» **How to complete this task**
Please filter the listing for the string "JSON" and copy each matching line.

» **Provided data**
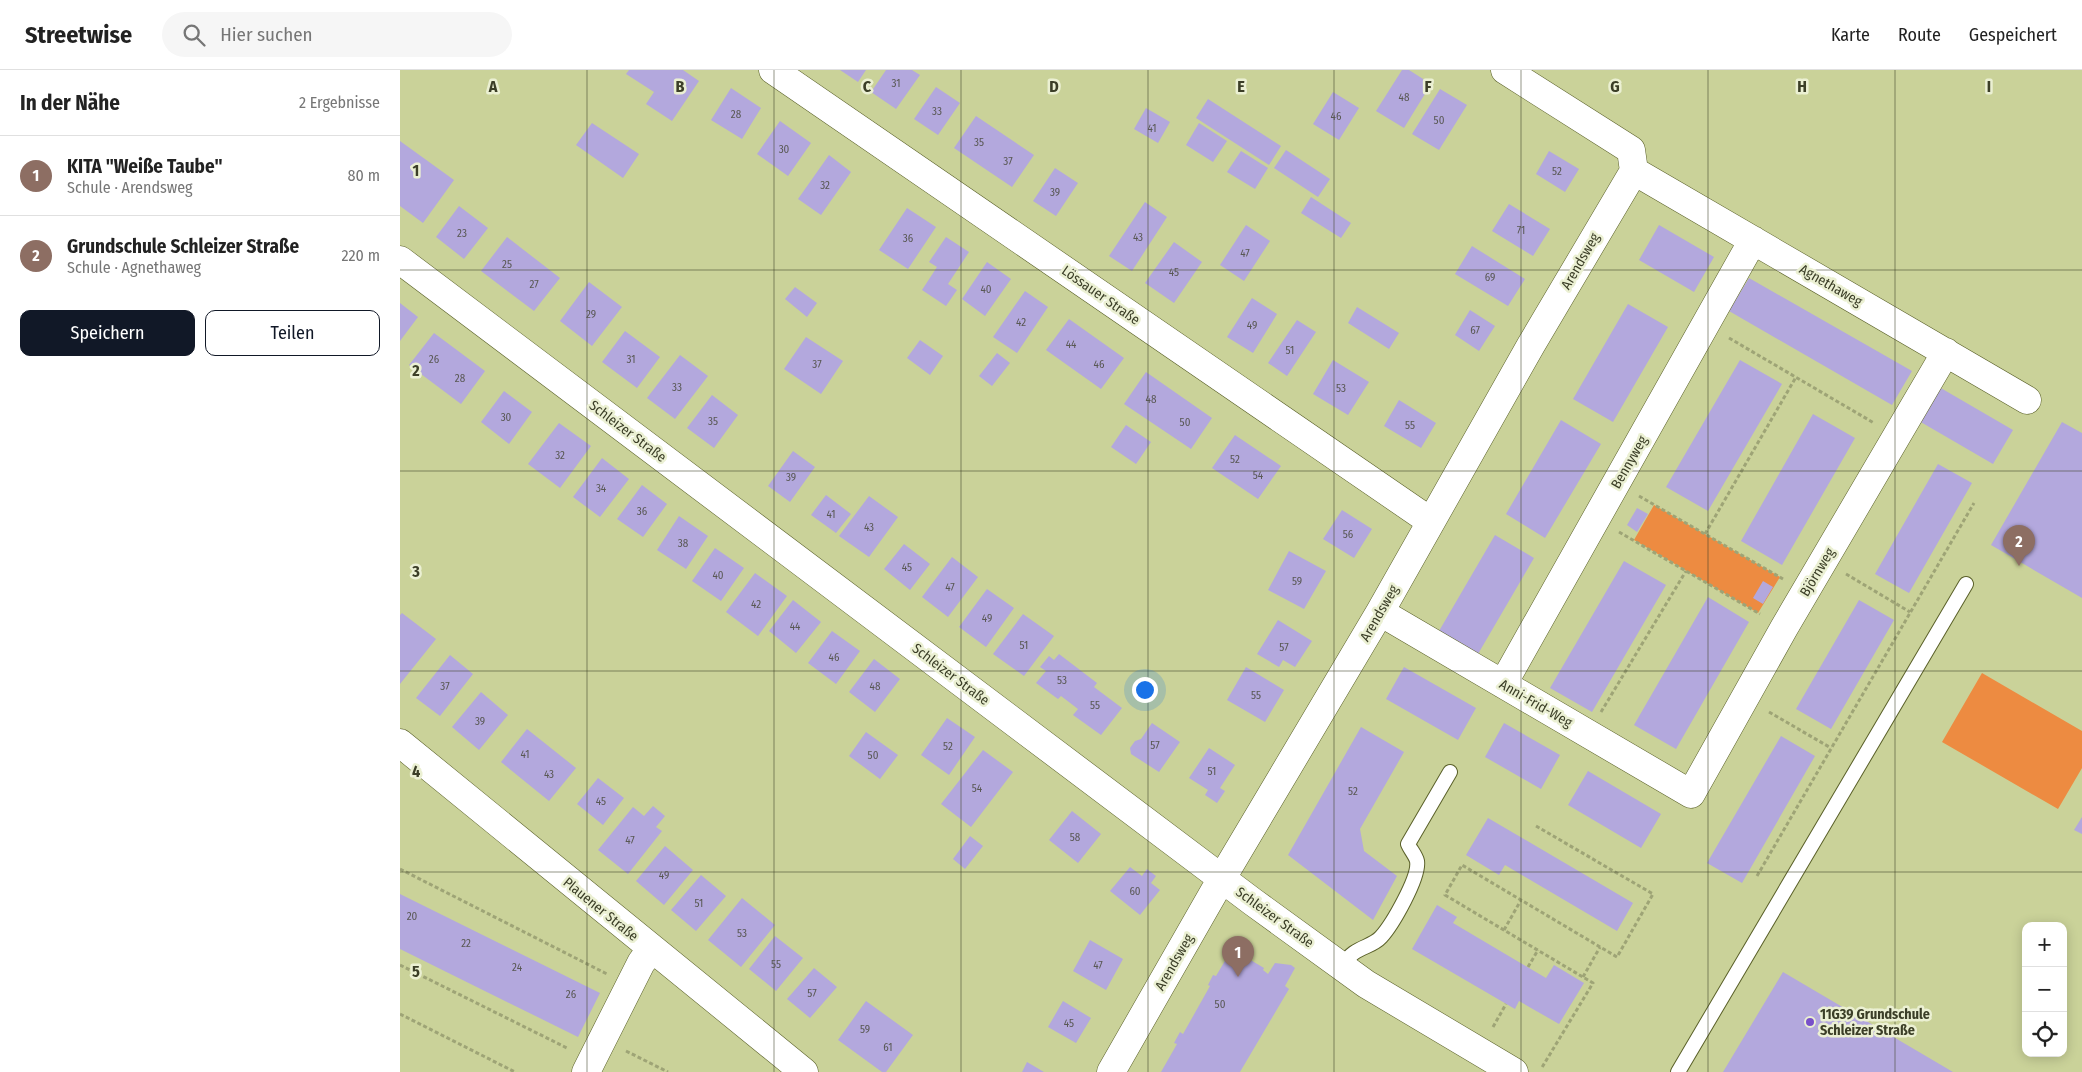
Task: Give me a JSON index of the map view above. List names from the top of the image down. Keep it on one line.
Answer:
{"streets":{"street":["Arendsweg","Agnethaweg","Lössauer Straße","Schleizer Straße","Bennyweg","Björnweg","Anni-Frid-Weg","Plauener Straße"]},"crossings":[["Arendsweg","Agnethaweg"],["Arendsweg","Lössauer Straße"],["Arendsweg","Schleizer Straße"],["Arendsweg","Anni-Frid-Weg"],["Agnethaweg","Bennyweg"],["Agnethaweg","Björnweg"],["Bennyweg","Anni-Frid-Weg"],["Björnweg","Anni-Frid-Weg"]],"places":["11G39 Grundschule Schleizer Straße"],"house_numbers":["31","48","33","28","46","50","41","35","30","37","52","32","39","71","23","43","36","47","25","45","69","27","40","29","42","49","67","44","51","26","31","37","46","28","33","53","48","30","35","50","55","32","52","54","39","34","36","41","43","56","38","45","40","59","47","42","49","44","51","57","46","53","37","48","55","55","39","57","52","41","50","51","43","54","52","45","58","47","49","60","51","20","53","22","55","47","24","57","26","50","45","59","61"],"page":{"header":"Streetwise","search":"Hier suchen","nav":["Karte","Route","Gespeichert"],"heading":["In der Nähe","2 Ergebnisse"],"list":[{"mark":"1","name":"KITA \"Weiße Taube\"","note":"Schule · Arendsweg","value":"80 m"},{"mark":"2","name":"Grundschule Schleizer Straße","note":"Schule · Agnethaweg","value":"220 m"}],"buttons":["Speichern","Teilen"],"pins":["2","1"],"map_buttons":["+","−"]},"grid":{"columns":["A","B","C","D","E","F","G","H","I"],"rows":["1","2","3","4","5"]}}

...

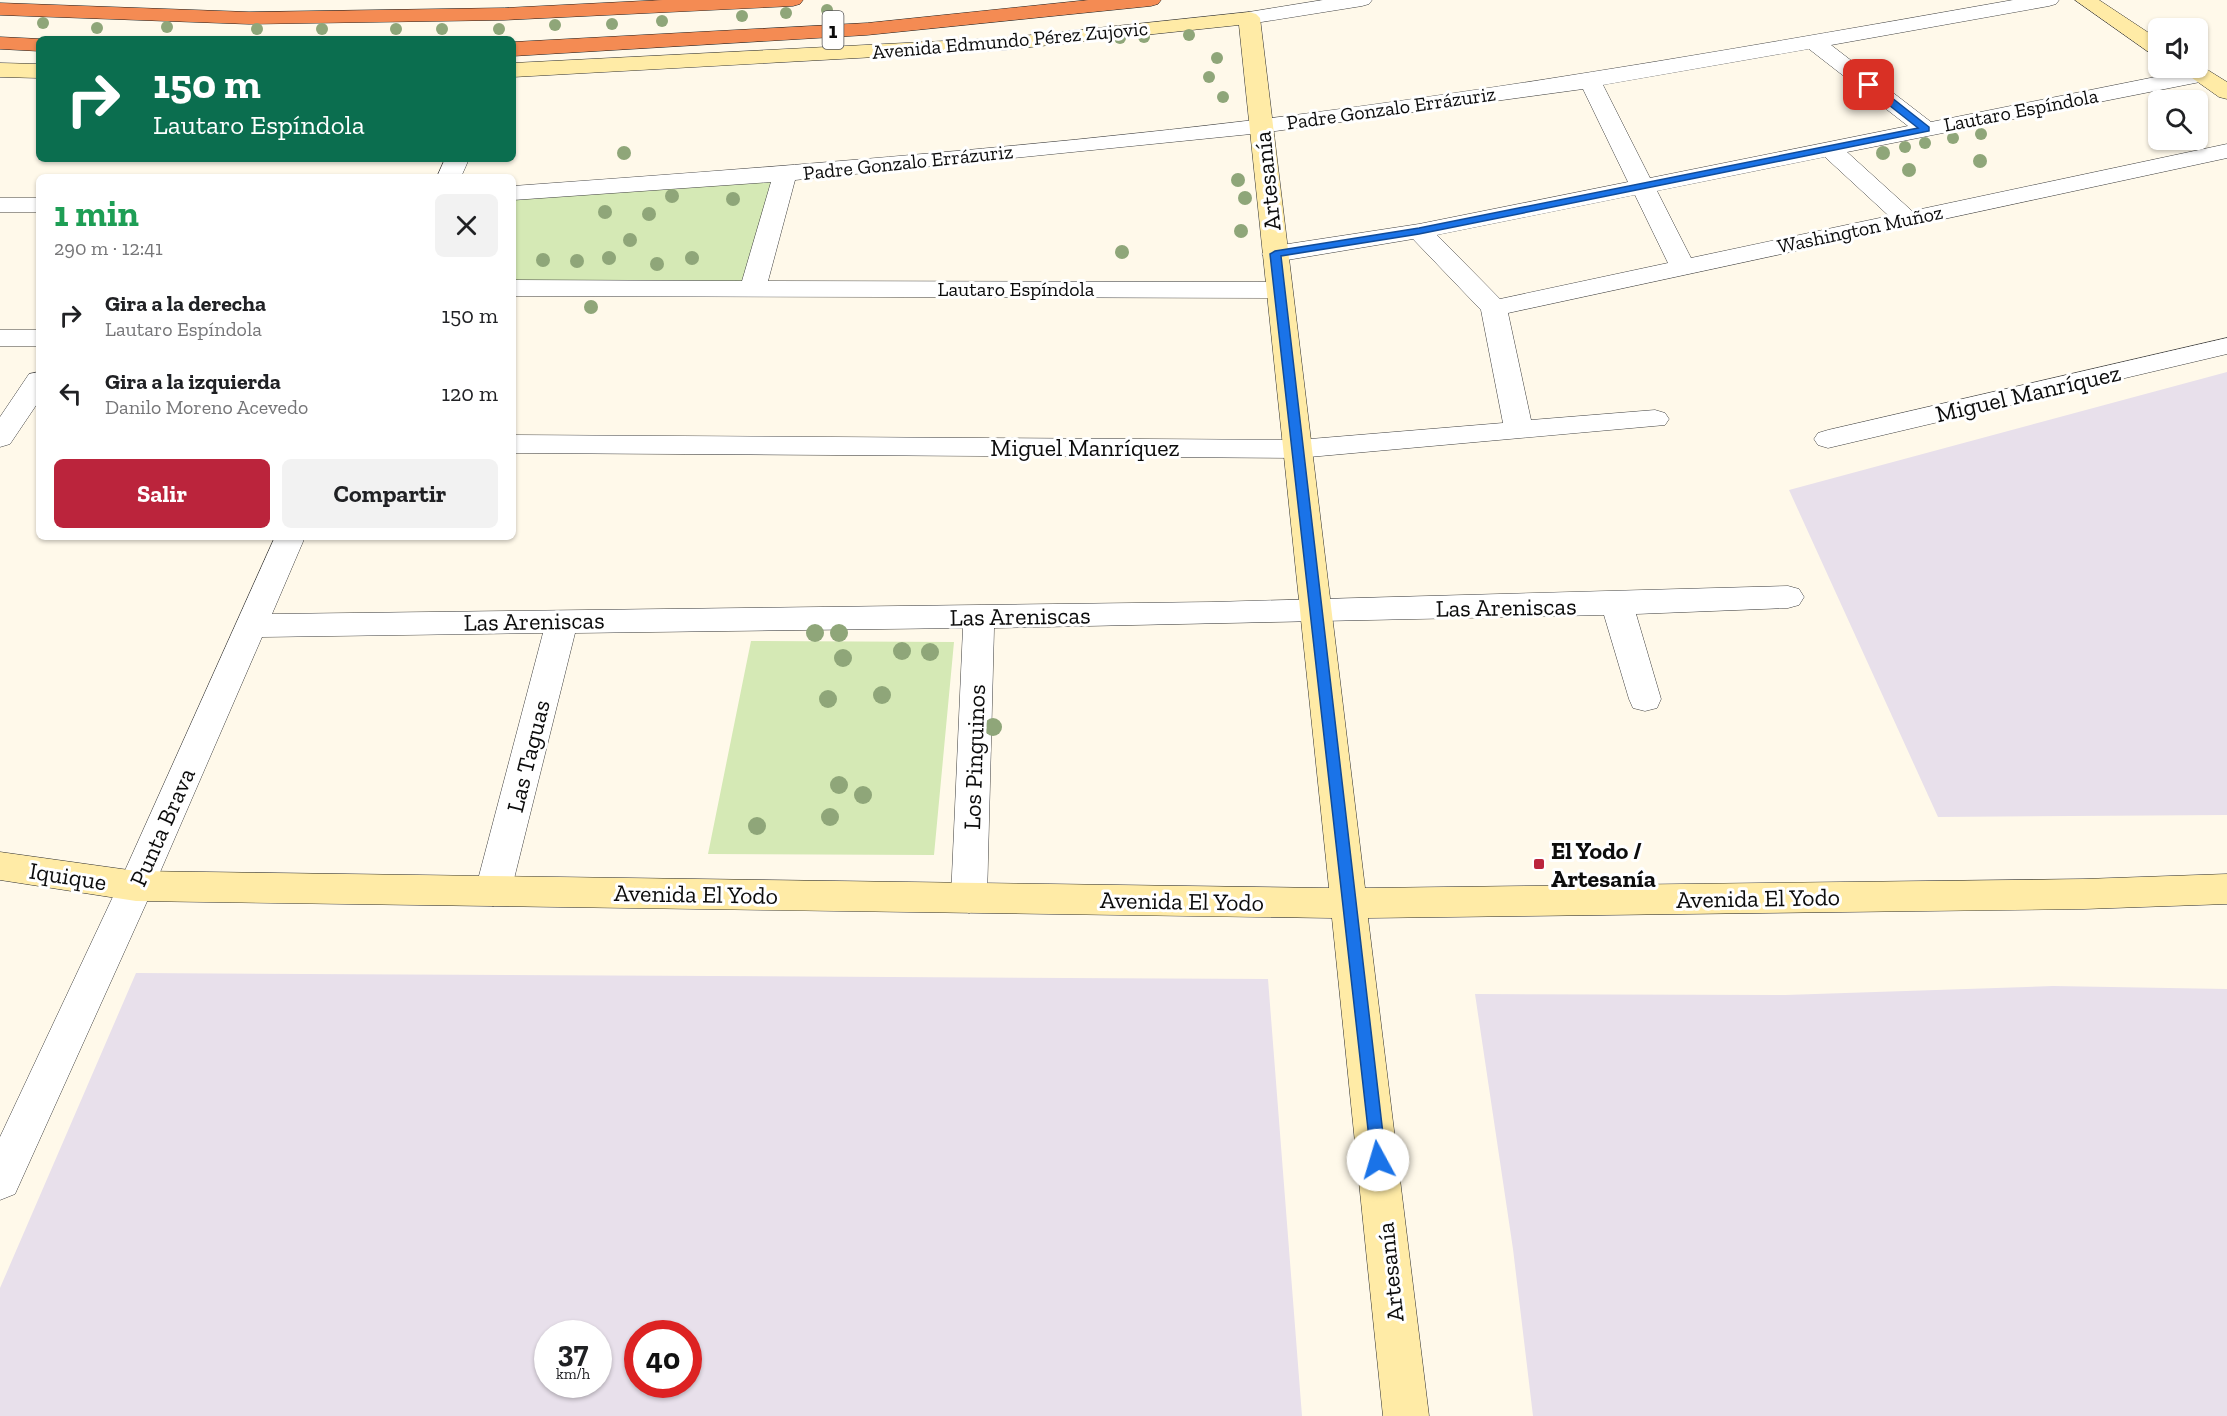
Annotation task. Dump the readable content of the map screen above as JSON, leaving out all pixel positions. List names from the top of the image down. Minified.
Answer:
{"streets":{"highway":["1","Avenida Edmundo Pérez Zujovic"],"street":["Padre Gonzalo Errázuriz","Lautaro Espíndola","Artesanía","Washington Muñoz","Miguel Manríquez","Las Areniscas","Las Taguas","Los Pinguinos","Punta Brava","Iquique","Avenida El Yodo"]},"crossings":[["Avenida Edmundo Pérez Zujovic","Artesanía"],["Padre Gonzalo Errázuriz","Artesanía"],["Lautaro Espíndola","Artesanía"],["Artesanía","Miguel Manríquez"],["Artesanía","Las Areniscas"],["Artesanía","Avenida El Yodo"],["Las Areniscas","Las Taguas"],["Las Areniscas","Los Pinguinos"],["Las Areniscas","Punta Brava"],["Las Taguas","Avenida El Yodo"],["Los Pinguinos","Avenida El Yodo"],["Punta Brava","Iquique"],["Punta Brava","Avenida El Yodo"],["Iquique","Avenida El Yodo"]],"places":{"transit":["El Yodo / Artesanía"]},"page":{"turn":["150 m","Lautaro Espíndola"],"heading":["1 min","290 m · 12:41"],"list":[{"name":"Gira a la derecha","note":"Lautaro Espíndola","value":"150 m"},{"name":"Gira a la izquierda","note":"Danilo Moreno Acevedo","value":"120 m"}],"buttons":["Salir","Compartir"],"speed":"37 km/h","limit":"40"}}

» **Exercise answer**
Task: Give me a JSON index of the map view above. List names from the top of the image down. Keep it on one line.
Annotation task. Dump the readable content of the map screen above as JSON, leaving out all pixel positions. List names from the top of the image down. Minified.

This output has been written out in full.